Transposta a fase de “maior aperta” das vindimas, como se diz aqui pela nossa área, ao chegar
a faina das desfolhadas pode também, por analogia figurativa, desfolhar-se algumas
folhas de História coletiva.
É que é nesta época que efetivamente, em pleno Outubro,
entrado já o Outono no dia-a-dia, ocorre o aniversário da outorga do Foral
Manuelino a Felgueiras, carta régia concedida por D. Manuel I a 15 de Outubro
de 1514. Uma significativa numeração na simbologia local, apesar de essa
vetusta alforria não abarcar ao tempo toda a região que, séculos mais tarde, se
irmanou em concelho.
Assim sendo, faz este ano 500 anos desde a outorga do foral
manuelino a Felgueiras. E quinhentos anos não é uma conta qualquer, mas sim uma
soma significativa de longa existência e prolongada memória. Uma efeméride que
vai ser assinalada através de algumas iniciativas oficiais, de modo a celebrar
condignamente tão importante data para o ego Felgariano.
Desde os primórdios da História Portuguesa, após as
conquistas de terras, que o poder real concedia cartas de foral a estabelecer
direitos e deveres dos habitantes dessas terras, englobando condições nas
concessões de propriedades, para atrair moradores e servidores em vista ao
desenvolvimento local e, mais tarde, para definir posições bem como obrigações
dos proprietários dos prédios reguengos.
Na tradição, segundo alguns textos escritos, parece ter
havido possibilidade de antigas concessões a Felgueiras de cartas régias, porém
sem fundo documental comprovativo desses factos. Certezas há quanto ao foral
quinhentista, concedido pelo monarca venturoso dos Descobrimentos.
Os forais novos, como o de Felgueiras, eram cartas régias
que passaram a ser documentos de reconhecimento de usos antigos de uma
circunscrição, confirmando anteriores ordenações, ancestrais costumes bons,
direitos e liberdades, incluindo os bens pagos aos senhores das terras, que de
orais ficavam lavrados por escrito. Forais que eram assim atribuídos a
oficializar categoria jurisdicional e a ordenar de vez segundo a lei do tempo,
legitimando as formas de organização social dessa era.

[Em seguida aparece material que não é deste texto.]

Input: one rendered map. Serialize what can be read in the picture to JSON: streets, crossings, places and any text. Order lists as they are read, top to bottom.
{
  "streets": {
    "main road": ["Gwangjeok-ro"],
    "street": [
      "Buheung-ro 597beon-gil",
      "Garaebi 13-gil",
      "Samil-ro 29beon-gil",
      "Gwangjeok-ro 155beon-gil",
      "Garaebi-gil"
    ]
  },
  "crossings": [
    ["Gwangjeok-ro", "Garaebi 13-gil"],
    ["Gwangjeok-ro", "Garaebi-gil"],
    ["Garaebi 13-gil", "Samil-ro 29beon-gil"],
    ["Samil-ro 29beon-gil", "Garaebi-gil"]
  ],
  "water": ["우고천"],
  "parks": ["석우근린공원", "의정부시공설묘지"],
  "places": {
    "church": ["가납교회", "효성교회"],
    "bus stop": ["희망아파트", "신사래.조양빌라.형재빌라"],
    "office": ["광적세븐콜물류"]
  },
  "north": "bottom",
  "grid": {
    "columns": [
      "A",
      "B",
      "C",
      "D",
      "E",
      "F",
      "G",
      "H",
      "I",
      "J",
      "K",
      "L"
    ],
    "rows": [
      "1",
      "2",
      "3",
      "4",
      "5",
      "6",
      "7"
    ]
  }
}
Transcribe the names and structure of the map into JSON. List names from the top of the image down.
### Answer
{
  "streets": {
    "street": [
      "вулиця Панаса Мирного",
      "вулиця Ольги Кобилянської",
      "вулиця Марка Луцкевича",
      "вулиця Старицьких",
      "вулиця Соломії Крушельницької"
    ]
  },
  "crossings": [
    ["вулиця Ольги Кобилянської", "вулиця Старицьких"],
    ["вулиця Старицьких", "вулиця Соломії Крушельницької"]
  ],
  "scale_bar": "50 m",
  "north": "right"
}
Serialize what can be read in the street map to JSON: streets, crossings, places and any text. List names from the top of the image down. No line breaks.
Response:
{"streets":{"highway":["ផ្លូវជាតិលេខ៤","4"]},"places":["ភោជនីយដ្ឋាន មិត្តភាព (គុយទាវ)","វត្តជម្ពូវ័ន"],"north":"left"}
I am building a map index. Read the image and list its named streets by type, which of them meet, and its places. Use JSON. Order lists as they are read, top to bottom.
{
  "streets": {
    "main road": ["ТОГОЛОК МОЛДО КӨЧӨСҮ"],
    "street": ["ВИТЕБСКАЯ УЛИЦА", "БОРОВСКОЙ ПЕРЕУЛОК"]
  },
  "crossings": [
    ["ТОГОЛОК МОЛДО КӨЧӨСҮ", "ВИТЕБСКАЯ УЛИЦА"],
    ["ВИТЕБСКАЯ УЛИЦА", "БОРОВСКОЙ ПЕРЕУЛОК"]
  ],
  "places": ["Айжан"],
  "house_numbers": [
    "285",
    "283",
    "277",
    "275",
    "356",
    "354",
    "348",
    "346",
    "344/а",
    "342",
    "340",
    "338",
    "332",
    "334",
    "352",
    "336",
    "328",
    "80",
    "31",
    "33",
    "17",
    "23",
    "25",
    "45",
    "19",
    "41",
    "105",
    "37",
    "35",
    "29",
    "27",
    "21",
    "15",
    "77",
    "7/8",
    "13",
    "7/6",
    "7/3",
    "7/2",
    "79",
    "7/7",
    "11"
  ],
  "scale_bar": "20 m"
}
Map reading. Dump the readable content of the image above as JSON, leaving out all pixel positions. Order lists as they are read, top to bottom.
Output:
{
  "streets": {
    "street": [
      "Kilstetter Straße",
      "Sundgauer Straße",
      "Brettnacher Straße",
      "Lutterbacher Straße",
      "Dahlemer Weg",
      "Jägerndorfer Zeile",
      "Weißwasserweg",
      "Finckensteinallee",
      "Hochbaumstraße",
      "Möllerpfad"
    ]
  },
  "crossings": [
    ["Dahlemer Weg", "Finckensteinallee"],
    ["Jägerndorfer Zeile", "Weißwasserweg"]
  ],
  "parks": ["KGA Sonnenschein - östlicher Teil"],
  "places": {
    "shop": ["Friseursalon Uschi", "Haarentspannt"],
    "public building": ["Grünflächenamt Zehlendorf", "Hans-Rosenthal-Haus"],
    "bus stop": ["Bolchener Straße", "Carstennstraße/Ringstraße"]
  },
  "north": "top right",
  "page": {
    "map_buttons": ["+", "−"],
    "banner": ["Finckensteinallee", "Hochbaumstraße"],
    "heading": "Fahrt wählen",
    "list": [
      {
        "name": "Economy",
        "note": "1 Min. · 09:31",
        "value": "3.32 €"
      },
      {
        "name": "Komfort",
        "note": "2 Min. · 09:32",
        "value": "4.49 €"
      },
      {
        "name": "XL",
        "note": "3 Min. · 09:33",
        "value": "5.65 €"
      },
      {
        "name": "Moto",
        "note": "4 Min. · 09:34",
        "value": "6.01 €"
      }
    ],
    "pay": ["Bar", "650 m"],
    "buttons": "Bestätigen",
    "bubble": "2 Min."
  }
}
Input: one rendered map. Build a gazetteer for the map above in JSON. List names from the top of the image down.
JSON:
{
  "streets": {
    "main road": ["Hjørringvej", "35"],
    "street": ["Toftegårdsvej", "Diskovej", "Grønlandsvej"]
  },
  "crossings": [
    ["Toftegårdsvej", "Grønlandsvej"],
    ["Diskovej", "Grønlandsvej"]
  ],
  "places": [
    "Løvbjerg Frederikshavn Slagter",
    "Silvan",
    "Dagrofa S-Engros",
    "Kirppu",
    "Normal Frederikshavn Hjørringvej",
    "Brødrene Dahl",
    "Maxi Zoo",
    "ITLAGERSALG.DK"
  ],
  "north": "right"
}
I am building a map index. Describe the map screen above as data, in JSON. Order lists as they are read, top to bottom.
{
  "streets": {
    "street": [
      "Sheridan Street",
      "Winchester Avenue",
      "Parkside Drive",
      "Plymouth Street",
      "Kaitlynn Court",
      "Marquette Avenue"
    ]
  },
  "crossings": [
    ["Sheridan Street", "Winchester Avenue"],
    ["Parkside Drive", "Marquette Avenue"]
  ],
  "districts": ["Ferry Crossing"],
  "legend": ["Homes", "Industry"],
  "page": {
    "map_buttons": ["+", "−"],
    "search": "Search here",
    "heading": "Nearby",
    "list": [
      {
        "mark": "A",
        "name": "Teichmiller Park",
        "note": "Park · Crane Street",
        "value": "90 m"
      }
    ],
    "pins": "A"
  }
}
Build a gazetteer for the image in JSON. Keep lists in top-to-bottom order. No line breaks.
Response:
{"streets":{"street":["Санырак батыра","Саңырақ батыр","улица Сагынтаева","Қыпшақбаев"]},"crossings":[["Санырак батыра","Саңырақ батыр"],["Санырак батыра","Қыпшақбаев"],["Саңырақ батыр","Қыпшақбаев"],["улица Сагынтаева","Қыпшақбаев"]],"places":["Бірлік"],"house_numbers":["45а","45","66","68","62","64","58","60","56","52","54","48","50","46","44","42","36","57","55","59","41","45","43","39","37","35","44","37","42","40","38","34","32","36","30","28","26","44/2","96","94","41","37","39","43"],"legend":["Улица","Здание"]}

No caso, reportava-se a concessão do rei venturoso, naquela
época medieval, apenas a 21 freguesias englobadas no concelho com nome de
Felgueiras, cujo tombo portanto não continha ainda as freguesias a sul de
Margaride, ou seja as terras do Julgado do Unhão - as quais aliás foram também
atombadas de seguida, volvidos cinco meses na régia reforma então empreendida.
Sendo o território do Julgado do Unhão igualmente ainda dotado com
reconhecimento através de foral, que determinou nova categoria administrativa
local, por meio evolutivo da passagem do aludido Julgado ao coevo concelho do
Unhão, criado pela Carta de Foral de 20 de Março de 1515 (que teve primeiro
estudo no “Memorial Histórico de Rande e Alfozes de Felgueiras”, como vem
transcrito aliás no referido volume).
Ora, verificadas ao longo dos tempos diversas transformações
administrativas nas áreas dos antigos concelhos de Felgueiras e Unhão, mais dos
longínquos Alfozes dos Coutos de Pombeiro e Caramos, um Couto do lugar de
Brolhães, que daria depois vez à freguesia de Aião, além do muito posterior e
fugaz concelho de Barrosas, como depois todas essas partes foram reunidas em
torno de um só concelho, composto nesse tempo de trinta e três freguesias, é de
significado amplo a atribuição de 15 de Outubro à terra que se tornou sede de
toda a zona, de confirmação de direitos e deveres antigos.
É esta a data principal das comemorações presentemente em curso, sob a égide da edilidade felgueirense, ao longo de alguns dias e semanas em que decorre o programa festivo - conforme anuncia o cartaz aqui também difundido.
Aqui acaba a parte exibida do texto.